▸ WORK REQUIRED: Show all lines below holding the string "linecap".

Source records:
----------

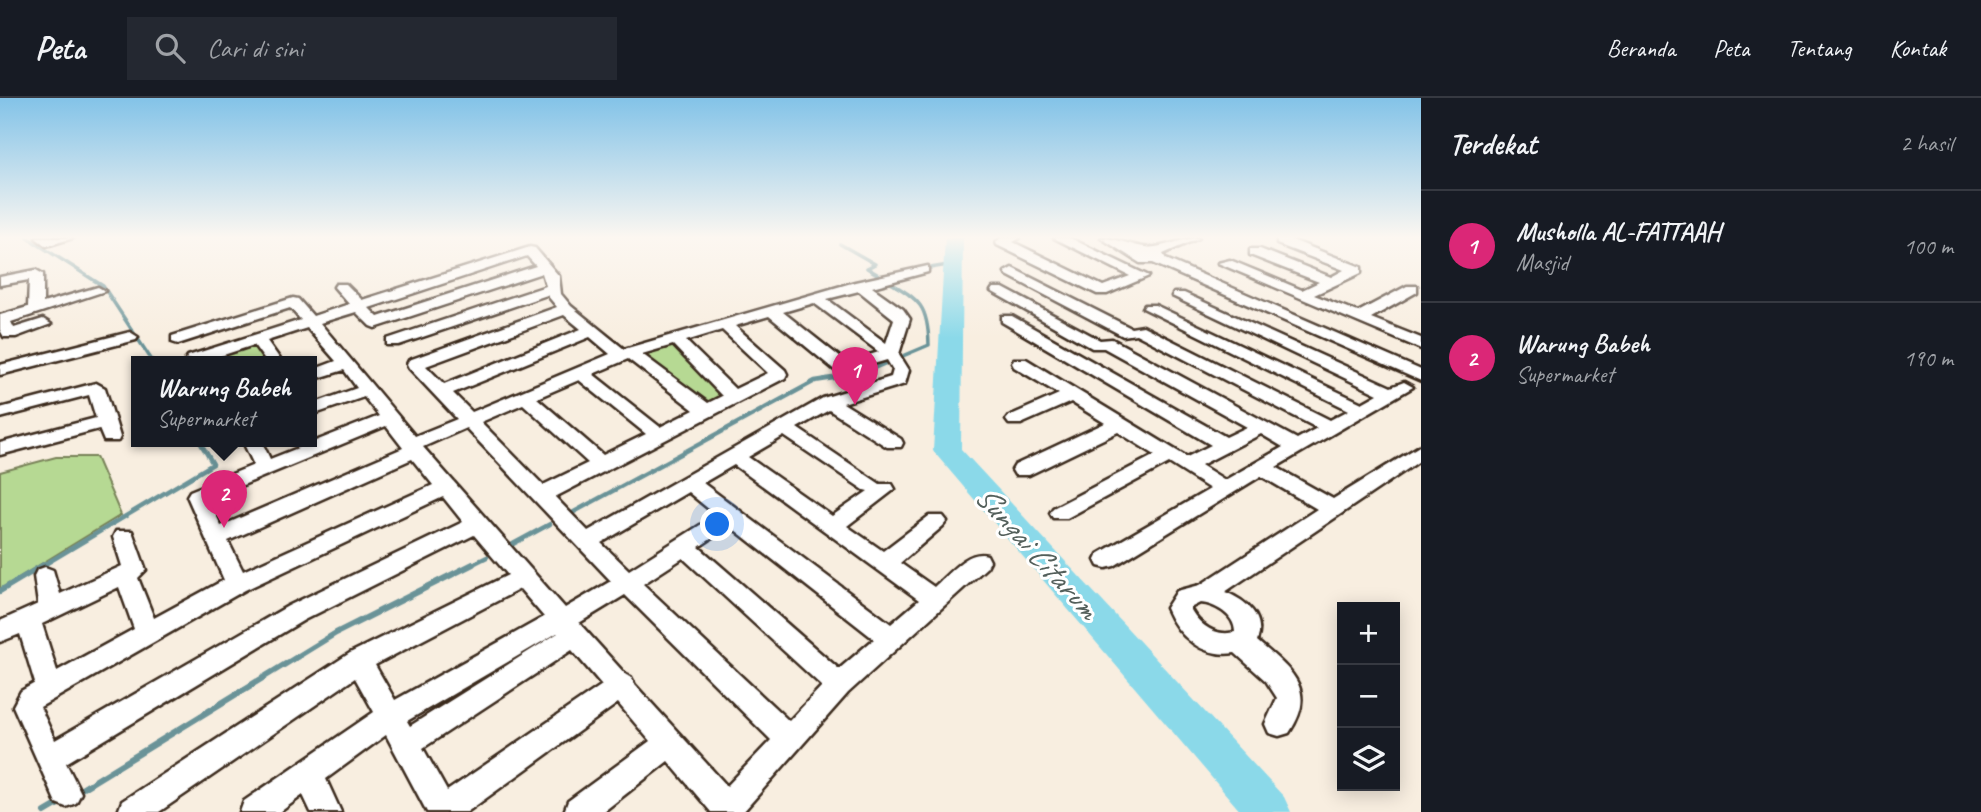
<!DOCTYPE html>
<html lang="id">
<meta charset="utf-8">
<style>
body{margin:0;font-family:Caveat,sans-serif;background:#242831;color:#f1f3f6}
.controls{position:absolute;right:21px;bottom:21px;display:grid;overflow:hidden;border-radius:0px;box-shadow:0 4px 18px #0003}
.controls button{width:63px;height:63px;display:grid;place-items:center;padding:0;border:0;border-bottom:2px solid #363941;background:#171b24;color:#f1f3f6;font:35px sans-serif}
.you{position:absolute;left:718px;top:427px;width:24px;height:24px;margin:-18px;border:5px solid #fff;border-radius:50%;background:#1a73e8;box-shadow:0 0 0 10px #1a73e833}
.badge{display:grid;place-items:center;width:46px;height:46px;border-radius:50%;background:#db2777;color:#fff;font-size:23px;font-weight:700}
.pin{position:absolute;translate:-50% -58px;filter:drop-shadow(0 2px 4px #0008)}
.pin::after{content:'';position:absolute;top:37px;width:24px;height:21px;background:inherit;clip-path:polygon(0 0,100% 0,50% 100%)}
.popup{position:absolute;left:131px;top:258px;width:186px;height:91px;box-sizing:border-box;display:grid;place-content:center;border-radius:0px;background:#171b24;filter:drop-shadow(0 2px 5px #0005);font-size:23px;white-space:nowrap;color:#9ea1a6}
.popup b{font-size:26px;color:#f1f3f6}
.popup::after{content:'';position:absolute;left:50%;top:100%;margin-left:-14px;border:14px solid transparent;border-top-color:#171b24}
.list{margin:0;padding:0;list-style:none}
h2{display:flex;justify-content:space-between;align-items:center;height:91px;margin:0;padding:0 28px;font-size:30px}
h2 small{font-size:23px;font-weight:400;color:#9ea1a6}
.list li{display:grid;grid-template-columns:46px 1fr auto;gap:21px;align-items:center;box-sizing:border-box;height:112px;padding:0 28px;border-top:2px solid #363941}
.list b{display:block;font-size:26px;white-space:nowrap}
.list p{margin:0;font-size:23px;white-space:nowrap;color:#9ea1a6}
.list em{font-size:23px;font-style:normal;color:#9ea1a6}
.icon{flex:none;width:38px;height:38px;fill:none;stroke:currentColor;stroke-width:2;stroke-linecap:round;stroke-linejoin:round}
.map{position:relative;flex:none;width:1421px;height:714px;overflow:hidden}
header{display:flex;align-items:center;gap:42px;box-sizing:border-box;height:98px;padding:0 35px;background:#171b24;border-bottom:2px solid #363941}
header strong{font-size:33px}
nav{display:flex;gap:38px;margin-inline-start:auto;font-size:24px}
.search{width:490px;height:63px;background:#242831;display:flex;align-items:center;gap:18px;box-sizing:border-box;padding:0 24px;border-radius:0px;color:#9ea1a6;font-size:26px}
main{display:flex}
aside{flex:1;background:#171b24}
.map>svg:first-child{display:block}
</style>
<header>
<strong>Peta</strong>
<div class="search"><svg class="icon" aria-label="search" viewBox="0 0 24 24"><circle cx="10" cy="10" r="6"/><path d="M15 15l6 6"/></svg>Cari di sini</div>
<nav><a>Beranda</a><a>Peta</a><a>Tentang</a><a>Kontak</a></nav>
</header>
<main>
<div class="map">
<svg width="1421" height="714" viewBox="0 0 1421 714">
<rect width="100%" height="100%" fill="#f8eee0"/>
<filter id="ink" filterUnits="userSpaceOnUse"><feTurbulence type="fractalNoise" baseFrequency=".0143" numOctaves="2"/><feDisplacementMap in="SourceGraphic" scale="14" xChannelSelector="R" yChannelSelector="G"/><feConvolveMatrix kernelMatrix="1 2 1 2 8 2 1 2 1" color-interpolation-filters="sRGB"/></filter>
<g filter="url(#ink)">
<g fill="#b6d993" stroke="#788258" stroke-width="2">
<path d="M676,241l56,57 -26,14 -76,-58z"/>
<path d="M253,243l15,21h-65l-2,-3z"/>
<path d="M56,359h40l25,58 -121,74v-117z"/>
</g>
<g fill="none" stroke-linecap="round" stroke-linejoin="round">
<g stroke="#6b9398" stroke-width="3.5">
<path d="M28,140l75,48 50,76"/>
<path d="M840,146l35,20 -8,4 15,9"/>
<path d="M924,171l30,-5"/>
<path d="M886,182c33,20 42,24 43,65l-26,11"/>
<path d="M824,281l42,-7 21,-9"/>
</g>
<g stroke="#6b9398" stroke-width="4.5">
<path d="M574,414l241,-131 19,-3"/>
<path d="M513,446l37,-20"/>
<path d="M42,468l171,-102 -13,-22"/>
<path d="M469,468l18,-9"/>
</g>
<g stroke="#6b9398" stroke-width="6">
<path d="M0,493l45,-27"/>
<path d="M75,695l261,-160 137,-69"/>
<path d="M45,714l17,-10"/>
</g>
<path fill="#8bd9e9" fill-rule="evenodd" d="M945,140h18l-2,211 323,348 7,15h-50l-308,-361z"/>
<g stroke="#3b2a1e" stroke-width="5">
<g id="minor">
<path d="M36,140h37l-27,8z"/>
<path d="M1001,140h19l-7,4 90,44 27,-10 -76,-38h16l79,38 -42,18h-10l-100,-49 -1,-3z"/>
<path d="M1101,140c19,0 39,12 54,9 16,-2 28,-9 44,-9l-36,16 3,5 255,111v11l-268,-118h-13z"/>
<path d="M1277,140h10l74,29v6l-47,22 44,17 49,-26h10v6l-46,26 50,20v11l-203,-86 12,-3 72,30 17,-8 -69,-27v-6h10l71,28 13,-7 -67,-26z"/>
<path d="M530,149l5,1 24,28 2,18 10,12 53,43 231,-67 73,-16v6l-56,15 31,22 7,10 -11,35 10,16 -4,14 -62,19 58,36 2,4 -2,4h-14l-58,-37 -32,18 83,56h12l3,5 -48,37 36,25 46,-35h14l4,5 -4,5 -43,37 34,24c14,-12 34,-38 53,-32l3,6 -3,6 -139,126 -105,119h-32l-43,-51 -65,51h-39l4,-11 82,-60 -32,-38 -151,109h-40l-41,-77 -60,44 15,33h-30l-8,-17 -23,17h-40l4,-11 130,-89 -19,-34 -196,134h-41l4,-11 228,-148 158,-78 -34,-40 -170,85 -238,143 15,30 -5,10 -10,4 -10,-4 -43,-97 8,-15 14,-8 -15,-49 -20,8v-21l38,-17 -4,-28 3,-6 8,-3 8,3 7,24 62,-28 -9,-29 3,-6h16l14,39 -8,8 16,40 70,-38 -37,-84 3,-5 64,-26 -11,-23h19l8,17 109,-43 -15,-19 -52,18v-11l45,-16 -13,-18 -32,10v-10l24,-9 -29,-33 -40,13 15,21h-16l-12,-17 -52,17 -16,-3 2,-3 113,-36 -11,-12 -112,36 -6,-2v-6l121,-38 5,1 15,17 36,-12 -15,-17 2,-3h10l16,16zM527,158l9,10 -158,51 -9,-9zM542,175l4,13 -159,53v6h12l148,-50 10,12 -148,53 -2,4 2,4 48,51 -42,17 -95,-113 36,-11 14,14 5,2zM859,193l35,28 -8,24 -59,-44zM814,205l65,49 -33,10 -63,-50zM564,217l17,14 -137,55 -18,-18zM769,218l68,56 6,1 44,-13 6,10 -2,7 -68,21 -235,133 -33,-34 230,-119 2,-4 -2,-4 -50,-44zM722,232l46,43 -33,16 -49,-48zM590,239l20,17 -138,58 -19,-19zM673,247l49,51 -14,7 -66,-49zM628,261l66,51 -34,17 -67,-53zM579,282l67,54 -43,21 -66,-57zM523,306l65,59 -45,22 -62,-63zM386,328l17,22 -182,78 -12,-27zM466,330l145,153 -46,27 -142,-161zM784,338l80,54 4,1 -36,25 -84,-59zM412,361l21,26 -190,86 -15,-30zM734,367l185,135 -28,24 -188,-141zM688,394l28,23 -87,55 -28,-27zM443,399l20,25 -175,84 -233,134 -15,-33 205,-117zM730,428l144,113 -35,30 -140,-122zM683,460l139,128 -33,35 -146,-137zM119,489l15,42 -77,42 -15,-47zM520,491l24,28 -149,83 -20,-35zM625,497l146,145 -44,46 -92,-101 -4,-8 -5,-2 -47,-52zM557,535h1l-148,93 -3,-5zM572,552l30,35 -155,106 -24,-43z"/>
<path d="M1012,170l119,60 12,-2 187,94 19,-10 -206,-102 2,-3h10l207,98 16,-9 -206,-98 2,-3h10l207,94 13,-5 9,5 -137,80 57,32 88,-54v15l-196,132c21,8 41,25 32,49 33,28 62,48 32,92l-10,3 -10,-3 -4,-9 12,-26 -11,-17 -31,-28c-32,5 -57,-16 -69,-45l11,-17 23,-6 117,-76 -56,-33 -147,90 -8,2 -8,-2 -3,-6 3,-6 112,-65 -41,-26 -102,55h-14l-3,-5 3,-5 102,-53 -37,-23 -89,43h-14l-3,-5 3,-5 90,-42 -34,-21 -50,22h-12l-3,-4 3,-4 50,-22 -45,-27 -2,-4 2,-4h12l161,98 24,-12 -209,-123v-6h10l214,121 21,-10 -143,-79h-12l-101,-57 2,-3h10l97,52 12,-1 185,100 20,-11 -181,-94 -13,2 -116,-61 -2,-3zM1261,336l22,13 -58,33 -24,-15zM1200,505c15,1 35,12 35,29 -20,5 -36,-7 -45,-24z"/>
<path d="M36,172l7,4v29l55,-16 7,4 -94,31 3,6 29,-9 8,5 -35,13h-12l-4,-7v-15l28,-8 1,-27 -29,5v-8z"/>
<path d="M130,234l8,5 -2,3 -136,35v-10z"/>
<path d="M96,285l9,5 15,49 -2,4h-14l-5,-12 -99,26v-12l96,-25 -7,-23 -89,23v-10z"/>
</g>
</g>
<use href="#minor" fill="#fff" fill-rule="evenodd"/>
</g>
</g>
<linearGradient id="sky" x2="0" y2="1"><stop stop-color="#83c3e8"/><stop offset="0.58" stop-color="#fcf7f1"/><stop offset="1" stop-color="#fcf7f1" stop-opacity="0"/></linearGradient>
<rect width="1421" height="240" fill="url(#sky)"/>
<g text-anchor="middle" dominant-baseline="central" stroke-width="6" stroke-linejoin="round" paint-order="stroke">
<g font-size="32" font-style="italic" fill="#535f5b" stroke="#fff">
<text transform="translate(1037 454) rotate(48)">Sungai Citarum</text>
</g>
</g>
</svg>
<div class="controls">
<button>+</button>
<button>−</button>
<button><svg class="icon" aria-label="layers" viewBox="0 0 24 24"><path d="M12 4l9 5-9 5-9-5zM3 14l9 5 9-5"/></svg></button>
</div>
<div class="you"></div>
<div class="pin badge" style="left:855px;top:307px">1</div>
<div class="pin badge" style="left:224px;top:430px">2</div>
<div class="popup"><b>Warung Babeh</b>Supermarket</div>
</div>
<aside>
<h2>Terdekat<small>2 hasil</small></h2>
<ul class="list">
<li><span class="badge">1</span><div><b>Musholla AL-FATTAAH</b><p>Masjid</p></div><em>100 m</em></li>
<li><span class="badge">2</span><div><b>Warung Babeh</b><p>Supermarket</p></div><em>190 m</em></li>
</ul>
</aside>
</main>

----------

▸ SOLUTION TO THE EXERCISE:
.icon{flex:none;width:38px;height:38px;fill:none;stroke:currentColor;stroke-width:2;stroke-linecap:round;stroke-linejoin:round}
<g fill="none" stroke-linecap="round" stroke-linejoin="round">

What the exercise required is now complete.